Elad Mayor Yisrael Porush sent an urgent letter to all chareidi MKs who have just been elected to the Knesset, demanding that the coalition negotiations include budget allocations for the chareidi cities, which he says are discriminated against in comparison with other cities.
In his letter, Porush wrote that “this is a golden opportunity that has no substitute, and I am sure that you are doing everything possible to maximize the coalition negotiations.” He later enumerates a number of issues in which he says that it is necessary to restore justice to the residents of the chareidi cities.
Porush writes that, among other things, Mifal HaPayis’ (state lottery allocations) criteria have been distorted for many years, “because some of us are located in the center of the country or close to large cities, and we can therefore enjoy their cultural events and we receive much less [funding] than other cities, but any reasonable person knows that a chareidi public does not enjoy the general culture, which is unsuited, and therefore our location has no meaning, and yet the budget is much lower than elsewhere.”
Regarding the Interior Ministry’s development grants, he notes that “cities close to the center, even though their socioeconomic status is low, receive far less than distant cities, and again, despite the fact that chareidi cities have little to do with non-religious cities, the grants remain very low.”
According to him, as a result, the Israel Lands Authority determines land prices. The land in the chareidi areas is very expensive because there is a great demand for apartments, but not because our infrastructure has the same investment as other central cities, so there is no justification for the high price.
“If we examine the chareidi cities, we find that the chareidi cities, such as Elad, Modi’in Illit, Betar Illit, Rechasim, Beit Shemesh, Bnei Brak, etc., are the poorest cities in the socioeconomic scale, rated 1-2. You do not see caravans with Mr. Chaim Bibas in Modi’in or Shoham, you will see them here, because we said thank you for the apartments. It does not make sense that municipal participation is equal in both special education and welfare budgets – in cities ranked 1 and 2 and for cities rated 5 and 6. This will be confirmed by the other cities as well.”
“The chareidi cities are the poorest, and now you, in the coalition negotiations, you have to do everything to change this situation.”

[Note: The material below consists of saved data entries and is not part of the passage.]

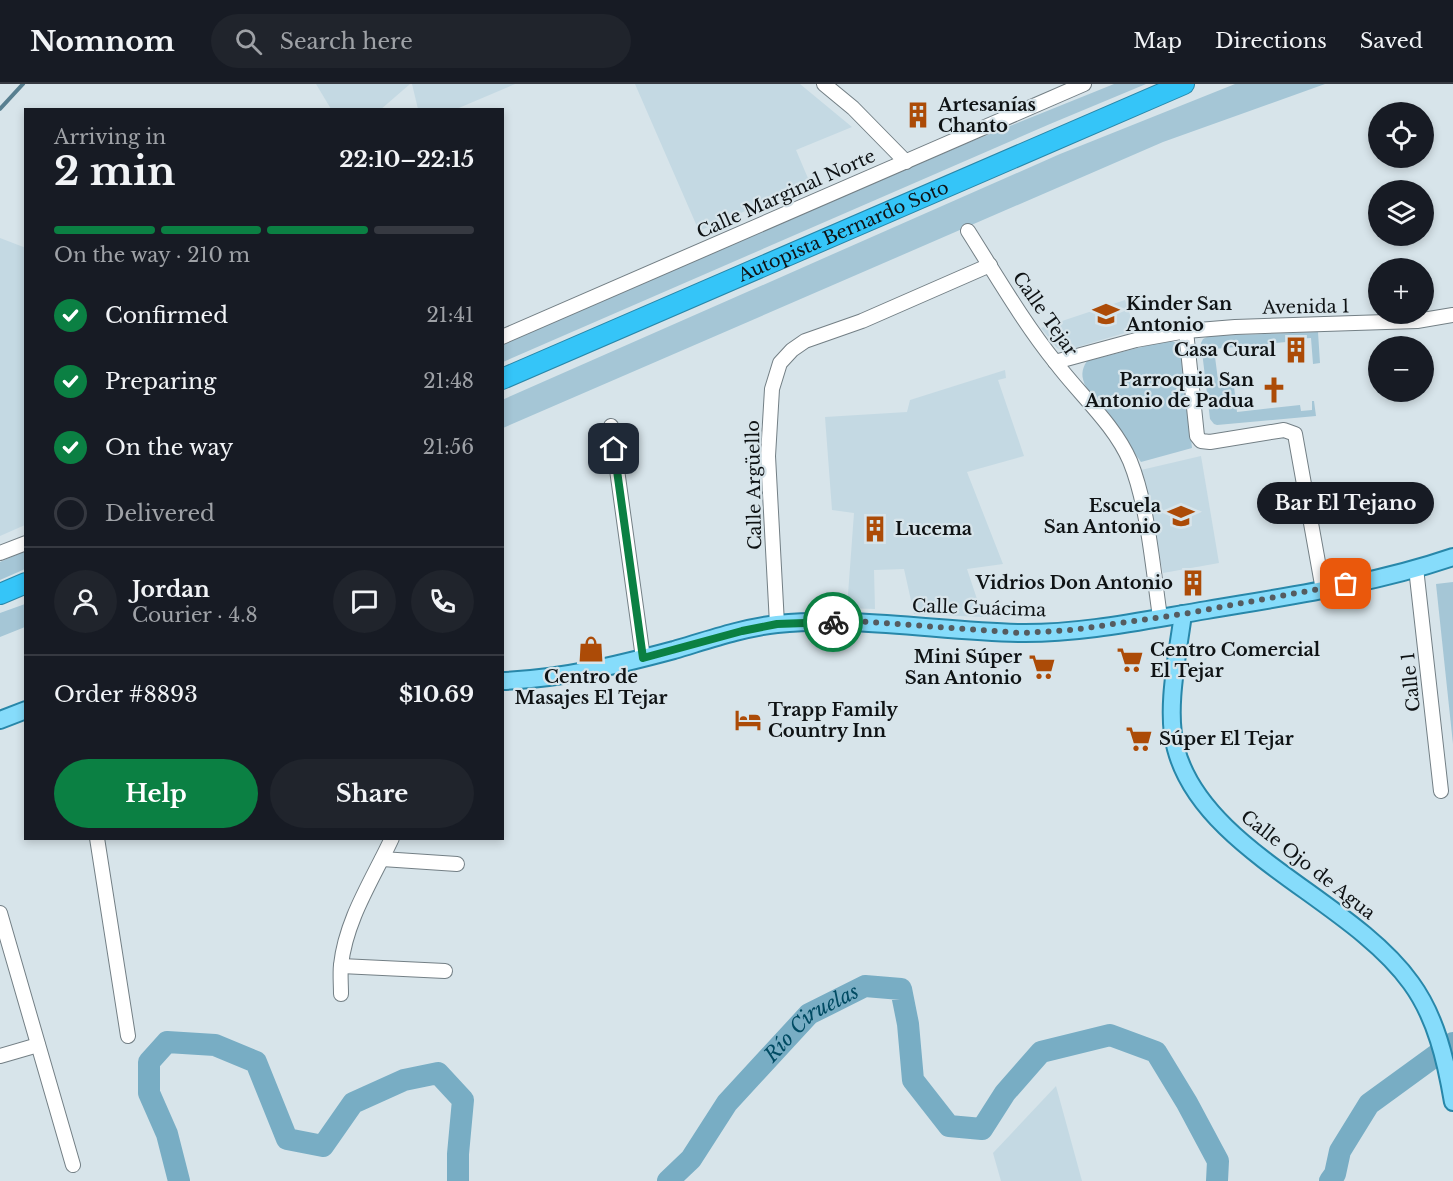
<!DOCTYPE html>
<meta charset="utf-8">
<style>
:root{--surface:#171b24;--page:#20242c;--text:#f1f3f6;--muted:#9ea1a6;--line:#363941;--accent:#0b8043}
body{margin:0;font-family:"Libre Baskerville",serif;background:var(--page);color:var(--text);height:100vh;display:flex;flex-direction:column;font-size:22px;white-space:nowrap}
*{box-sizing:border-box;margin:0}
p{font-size:20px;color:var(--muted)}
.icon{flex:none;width:33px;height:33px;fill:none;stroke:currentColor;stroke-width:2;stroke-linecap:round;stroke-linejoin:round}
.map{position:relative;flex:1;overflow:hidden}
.details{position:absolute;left:24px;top:24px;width:480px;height:732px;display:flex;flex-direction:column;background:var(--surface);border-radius:0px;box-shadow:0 3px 9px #0003}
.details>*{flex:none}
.controls{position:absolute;left:1368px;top:18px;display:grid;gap:12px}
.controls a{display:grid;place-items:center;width:66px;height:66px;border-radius:50%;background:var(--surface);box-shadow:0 3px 9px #0003;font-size:30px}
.pin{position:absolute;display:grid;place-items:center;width:51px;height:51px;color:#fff;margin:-26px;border-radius:12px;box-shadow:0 3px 9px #0006}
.courier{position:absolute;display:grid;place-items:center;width:60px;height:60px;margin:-30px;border:4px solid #0b8043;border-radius:50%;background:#fff;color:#222;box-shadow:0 2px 8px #0007}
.bubble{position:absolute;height:42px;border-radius:21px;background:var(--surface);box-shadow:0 3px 9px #0003;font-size:20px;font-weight:800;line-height:42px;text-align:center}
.head em{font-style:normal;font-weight:800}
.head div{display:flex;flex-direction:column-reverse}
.head{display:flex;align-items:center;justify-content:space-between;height:102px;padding:0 30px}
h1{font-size:39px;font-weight:800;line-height:45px}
.bar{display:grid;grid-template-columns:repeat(4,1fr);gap:9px 6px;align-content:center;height:72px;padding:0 30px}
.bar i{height:8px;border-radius:4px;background:var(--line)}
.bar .on{background:var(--accent)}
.bar p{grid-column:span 4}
.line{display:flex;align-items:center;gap:15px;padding:0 30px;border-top:2px solid var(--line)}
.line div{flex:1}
.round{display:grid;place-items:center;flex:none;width:63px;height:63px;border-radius:32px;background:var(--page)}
ol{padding:0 30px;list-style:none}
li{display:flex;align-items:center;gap:18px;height:66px}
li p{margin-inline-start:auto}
li .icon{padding:6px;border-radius:50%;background:var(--accent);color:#fff;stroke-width:4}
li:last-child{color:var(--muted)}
li i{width:33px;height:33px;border:3px solid var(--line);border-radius:50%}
.primary-button{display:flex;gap:12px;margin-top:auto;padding:12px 30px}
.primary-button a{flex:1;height:69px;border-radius:36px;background:var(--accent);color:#fff;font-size:24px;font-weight:800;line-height:69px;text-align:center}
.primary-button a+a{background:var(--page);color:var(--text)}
header{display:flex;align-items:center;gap:36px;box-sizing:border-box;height:84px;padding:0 30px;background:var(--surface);border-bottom:2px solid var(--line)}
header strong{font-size:28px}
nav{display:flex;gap:33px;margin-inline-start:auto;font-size:21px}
.search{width:420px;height:54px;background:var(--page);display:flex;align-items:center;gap:15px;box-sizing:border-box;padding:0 21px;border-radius:33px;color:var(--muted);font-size:22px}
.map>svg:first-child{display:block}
.built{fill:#c4d9e3}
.green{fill:#a5c6d6}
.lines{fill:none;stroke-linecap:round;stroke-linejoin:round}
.stream{stroke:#587f90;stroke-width:4}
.river{stroke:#78adc4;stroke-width:22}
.minor-casing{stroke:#737f85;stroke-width:16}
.major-casing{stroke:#2887a9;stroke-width:20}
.highway-casing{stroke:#2887a9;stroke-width:22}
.minor{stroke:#fff;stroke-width:14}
.major{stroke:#86dcfb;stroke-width:16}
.highway{stroke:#35c5f8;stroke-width:20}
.done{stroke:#555c60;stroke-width:6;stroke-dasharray:0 10.8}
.route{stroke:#0b8043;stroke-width:8}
.labels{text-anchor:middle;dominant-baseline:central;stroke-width:4.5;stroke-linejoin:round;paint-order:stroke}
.poi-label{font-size:18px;font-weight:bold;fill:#0f1315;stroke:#d7e4ea;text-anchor:start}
.street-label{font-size:18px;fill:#0f1315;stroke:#d7e4ea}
.water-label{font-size:20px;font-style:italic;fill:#004b63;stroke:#d7e4ea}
</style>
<header>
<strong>Nomnom</strong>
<div class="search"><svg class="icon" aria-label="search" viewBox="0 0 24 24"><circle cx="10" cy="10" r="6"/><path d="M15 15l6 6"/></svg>Search here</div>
<nav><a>Map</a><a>Directions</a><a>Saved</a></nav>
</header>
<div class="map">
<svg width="1453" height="1097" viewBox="0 0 1453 1097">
<rect width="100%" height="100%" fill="#d7e4ea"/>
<g class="built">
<polygon points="316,0 410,0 380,26 331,25"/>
<polygon points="412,0 515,0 454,26 418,25"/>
<polygon points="635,0 800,0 852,43 796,66 810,99 699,147"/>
<polygon points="0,154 26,164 25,441 0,452"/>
<polygon points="1125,216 1135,246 1064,267 1057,264 1041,244"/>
<polygon points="1005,286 1006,294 998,296 1024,372 967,388 1003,480 967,485 983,533 914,530 904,485 874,486 875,525 847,524 854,429 832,426 825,333 907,328 910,316"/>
<polygon points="1201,372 1219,479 1163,489 1141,386"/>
<polygon points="1056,1002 1082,1097 1001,1097 993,1069"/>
</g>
<g class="green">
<polygon points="1114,0 1146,0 1050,40 503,278 502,260 965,60"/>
<polygon points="1235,0 1325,0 1163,58 503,344 502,316 1060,70"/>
<polygon points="1318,248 1320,279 1313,280 1311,254 1297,255 1297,257 1214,265 1218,296 1233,294 1237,328 1300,321 1301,327 1312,326 1312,317 1314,317 1316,332 1217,341 1214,340 1210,335 1201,259 1203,255 1209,252"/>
<path d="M1165 257C1173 256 1180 259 1182 268L1192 364 1141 378 1086 303C1081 293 1081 286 1087 277Z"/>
<polygon points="25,467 25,485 0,496 0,478"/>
<polygon points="1453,498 1453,660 1436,500"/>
<polygon points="25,520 25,543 0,553 0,529"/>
</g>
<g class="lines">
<polyline class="stream" points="0,25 23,0"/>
<g class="river">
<polyline points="179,1097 167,1050 149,1009 149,978 167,958 215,961 256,978 287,1055 323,1062 353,1019 404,996 438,989 463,1016 458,1070 458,1097"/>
<path id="s1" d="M668 1097 691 1075 727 1019 809 930 865 902 901 905 908 940 913 996 949 1042 982 1045 1005 1009 1041 968 1110 951 1156 968 1187 1019 1218 1077 1217 1097"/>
<polyline points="1330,1097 1335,1090 1340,1067 1369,1020 1453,959"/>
</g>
<g class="minor-casing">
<g id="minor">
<polyline points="824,0 853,24 906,78"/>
<path d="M968 147C996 191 1023 238 1056 279 1080 311 1114 340 1130 377 1148 421 1153 486 1160 533"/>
<polyline points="1186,247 1197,352 1201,357 1210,358 1284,346 1295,350 1323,506"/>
<polyline points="502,253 1084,0"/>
<polyline points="1055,278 1136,256 1186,247 1235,243 1417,237 1453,231"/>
<polyline points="611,342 643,574"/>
<polyline points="0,469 26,459"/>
<polyline points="1416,484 1441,707"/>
<polyline points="777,540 768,372 772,305 780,279 792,266 805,257 862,237 990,181"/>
<polyline points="97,754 128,952"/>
<polyline points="382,775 457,780"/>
<polyline points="0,829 73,1081"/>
<polyline points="341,882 445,887"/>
<path d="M341 910C341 900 340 890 341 881 346 835 373 795 392 754"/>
<polyline points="0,972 38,961"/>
</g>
</g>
<g class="major-casing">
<g id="major">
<path d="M1183 530C1178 569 1165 627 1176 665 1203 767 1351 815 1411 899 1436 933 1446 977 1453 1018"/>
<path d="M502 597C561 595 618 581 674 566 708 556 742 544 777 540 858 532 938 547 1019 549 1081 550 1146 536 1207 526 1289 512 1374 500 1453 473"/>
<polyline points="0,636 26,626"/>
</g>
</g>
<g class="highway-casing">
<g id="highway">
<path id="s2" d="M502 295 1184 0"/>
<polyline points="0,510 26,499"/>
</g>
</g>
<use href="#minor" class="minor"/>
<use href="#major" class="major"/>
<use href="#highway" class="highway"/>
</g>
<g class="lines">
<polyline class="done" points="833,538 856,537 1021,549 1072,546 1183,530 1346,500"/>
<polyline class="route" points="614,365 643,574 742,547 777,540 833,538"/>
</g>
<defs>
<g id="building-bare" transform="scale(2.07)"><path d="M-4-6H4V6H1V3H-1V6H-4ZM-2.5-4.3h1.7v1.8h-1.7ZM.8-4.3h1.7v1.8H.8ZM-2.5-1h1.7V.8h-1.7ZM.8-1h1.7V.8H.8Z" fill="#ac4b07" stroke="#d7e4ea" stroke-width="2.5" paint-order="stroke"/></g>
<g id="school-bare" transform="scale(2.07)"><path d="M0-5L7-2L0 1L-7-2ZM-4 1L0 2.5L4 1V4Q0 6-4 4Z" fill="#ac4b07" stroke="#d7e4ea" stroke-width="2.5" paint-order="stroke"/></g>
<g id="church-bare" transform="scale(2.07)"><path d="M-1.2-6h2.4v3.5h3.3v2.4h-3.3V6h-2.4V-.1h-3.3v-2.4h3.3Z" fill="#ac4b07" stroke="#d7e4ea" stroke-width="2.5" paint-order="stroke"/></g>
<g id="shop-bare" transform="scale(2.07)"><path d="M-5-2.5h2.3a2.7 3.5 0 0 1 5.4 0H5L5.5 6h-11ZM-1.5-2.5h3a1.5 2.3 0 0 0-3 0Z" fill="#ac4b07" stroke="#d7e4ea" stroke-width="2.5" paint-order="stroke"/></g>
<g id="supermarket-bare" transform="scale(2.07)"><path d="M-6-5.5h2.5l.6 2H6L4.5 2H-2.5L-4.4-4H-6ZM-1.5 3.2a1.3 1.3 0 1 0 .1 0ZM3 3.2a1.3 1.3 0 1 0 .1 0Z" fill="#ac4b07" stroke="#d7e4ea" stroke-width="2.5" paint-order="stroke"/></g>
<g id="hotel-bare" transform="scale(2.07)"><path d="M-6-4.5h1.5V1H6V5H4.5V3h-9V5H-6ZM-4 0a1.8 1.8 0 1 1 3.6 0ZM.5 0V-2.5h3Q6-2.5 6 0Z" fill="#ac4b07" stroke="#d7e4ea" stroke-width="2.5" paint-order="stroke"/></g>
</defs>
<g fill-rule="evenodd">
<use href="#building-bare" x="918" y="31"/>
<use href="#school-bare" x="1106" y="230"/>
<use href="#building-bare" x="1296" y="266"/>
<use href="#church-bare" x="1274" y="306"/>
<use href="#school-bare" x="1181" y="432"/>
<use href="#building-bare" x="875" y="445"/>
<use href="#building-bare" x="1193" y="499"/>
<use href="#shop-bare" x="591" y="565"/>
<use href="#supermarket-bare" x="1130" y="576"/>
<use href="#supermarket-bare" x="1042" y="583"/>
<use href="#hotel-bare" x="748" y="636"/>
<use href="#supermarket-bare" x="1139" y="655"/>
</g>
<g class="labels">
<g class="poi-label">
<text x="938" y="21">Artesanías<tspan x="938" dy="21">Chanto</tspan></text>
<text x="1126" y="220">Kinder San<tspan x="1126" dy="21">Antonio</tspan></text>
<text x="1276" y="266" text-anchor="end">Casa Cural</text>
<text x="1254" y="296" text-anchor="end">Parroquia San<tspan x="1254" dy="21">Antonio de Padua</tspan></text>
<text x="1161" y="422" text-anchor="end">Escuela<tspan x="1161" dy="21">San Antonio</tspan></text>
<text x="895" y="445">Lucema</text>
<text x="1173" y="499" text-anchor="end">Vidrios Don Antonio</text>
<text x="1150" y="566">Centro Comercial<tspan x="1150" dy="21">El Tejar</tspan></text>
<text x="1022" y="573" text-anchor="end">Mini Súper<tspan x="1022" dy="21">San Antonio</tspan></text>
<text x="591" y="593" text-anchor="middle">Centro de<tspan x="591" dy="21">Masajes El Tejar</tspan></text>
<text x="768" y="626">Trapp Family<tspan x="768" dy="21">Country Inn</tspan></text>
<text x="1159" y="655">Súper El Tejar</text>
</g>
<g class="street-label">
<text transform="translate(786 110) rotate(-24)">Calle Marginal Norte</text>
<text stroke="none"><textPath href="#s2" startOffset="372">Autopista Bernardo Soto</textPath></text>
<text transform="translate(1306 223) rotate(-1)">Avenida 1</text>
<text transform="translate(1045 230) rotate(55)">Calle Tejar</text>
<text transform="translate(754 401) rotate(-91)">Calle Argüello</text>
<text transform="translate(979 524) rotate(2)">Calle Guácima</text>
<text transform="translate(1411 598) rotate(-96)">Calle 1</text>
<text transform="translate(1308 781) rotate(38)">Calle Ojo de Agua</text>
</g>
<g class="water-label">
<text stroke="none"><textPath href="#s1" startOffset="216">Río Ciruelas</textPath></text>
</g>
</g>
</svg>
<div class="controls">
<a><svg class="icon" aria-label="locate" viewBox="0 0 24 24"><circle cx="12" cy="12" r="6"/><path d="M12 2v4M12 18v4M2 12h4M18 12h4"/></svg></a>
<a><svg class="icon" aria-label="layers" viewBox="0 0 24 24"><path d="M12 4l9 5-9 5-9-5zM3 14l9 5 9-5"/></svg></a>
<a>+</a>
<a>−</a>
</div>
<div class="pin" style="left:1346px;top:500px;background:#ea580c"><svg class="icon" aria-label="bag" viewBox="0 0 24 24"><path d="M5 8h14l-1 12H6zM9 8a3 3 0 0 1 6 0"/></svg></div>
<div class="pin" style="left:614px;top:365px;background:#1f2937"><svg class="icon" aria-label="home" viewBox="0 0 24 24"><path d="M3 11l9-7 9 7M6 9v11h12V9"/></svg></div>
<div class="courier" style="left:833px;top:538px"><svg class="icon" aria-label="bike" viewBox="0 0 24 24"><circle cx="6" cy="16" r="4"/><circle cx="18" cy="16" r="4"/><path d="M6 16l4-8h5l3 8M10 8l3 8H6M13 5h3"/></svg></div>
<div class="bubble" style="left:1257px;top:398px;width:177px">Bar El Tejano</div>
<section class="details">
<div class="head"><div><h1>2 min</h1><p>Arriving in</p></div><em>22:10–22:15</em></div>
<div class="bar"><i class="on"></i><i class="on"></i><i class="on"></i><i></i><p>On the way · 210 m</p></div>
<ol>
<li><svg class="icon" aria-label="check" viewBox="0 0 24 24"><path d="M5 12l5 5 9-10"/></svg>Confirmed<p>21:41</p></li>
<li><svg class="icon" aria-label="check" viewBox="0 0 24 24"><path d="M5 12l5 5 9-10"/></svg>Preparing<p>21:48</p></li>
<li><svg class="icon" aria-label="check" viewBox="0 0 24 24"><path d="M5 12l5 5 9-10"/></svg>On the way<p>21:56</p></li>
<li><i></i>Delivered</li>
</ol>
<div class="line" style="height:108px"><a class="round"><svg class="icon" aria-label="person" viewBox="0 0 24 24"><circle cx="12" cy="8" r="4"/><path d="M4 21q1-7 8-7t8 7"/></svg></a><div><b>Jordan</b><p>Courier · 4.8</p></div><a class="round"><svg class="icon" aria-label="chat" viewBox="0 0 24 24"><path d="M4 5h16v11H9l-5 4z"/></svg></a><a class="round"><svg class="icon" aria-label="phone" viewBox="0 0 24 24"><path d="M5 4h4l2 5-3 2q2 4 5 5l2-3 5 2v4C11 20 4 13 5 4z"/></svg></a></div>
<div class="line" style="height:78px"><div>Order #8893</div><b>$10.69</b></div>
<div class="primary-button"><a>Help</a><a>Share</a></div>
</section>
</div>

Yisrael Porush adds and praises “our friend the Minister of the Interior and the periphery Aryeh Deri, who has succeeded in bringing the chareidi cities into the social periphery with regard to the budgets of the ministry, thus bringing justice and order to the chareidi cities. In order to help our public and immediately reduce land prices and help solve the acute shortage of chareidi housing.”
In conclusion, he proposes “urgently binding and passing a corrective law for the chareidi cities, on the issue of education, welfare, housing and per capita budgeting.”
In a similar letter sent to the mayors of the chareidi cities, Porush calls on his colleagues: “Now I turn to you too, the public servants in the local government … It is easy for us to escape and for each of us to take care of his own people and his own city, but I am sure that if we can unite, the injustices of the past, we can help a lot more the residents of our cities.”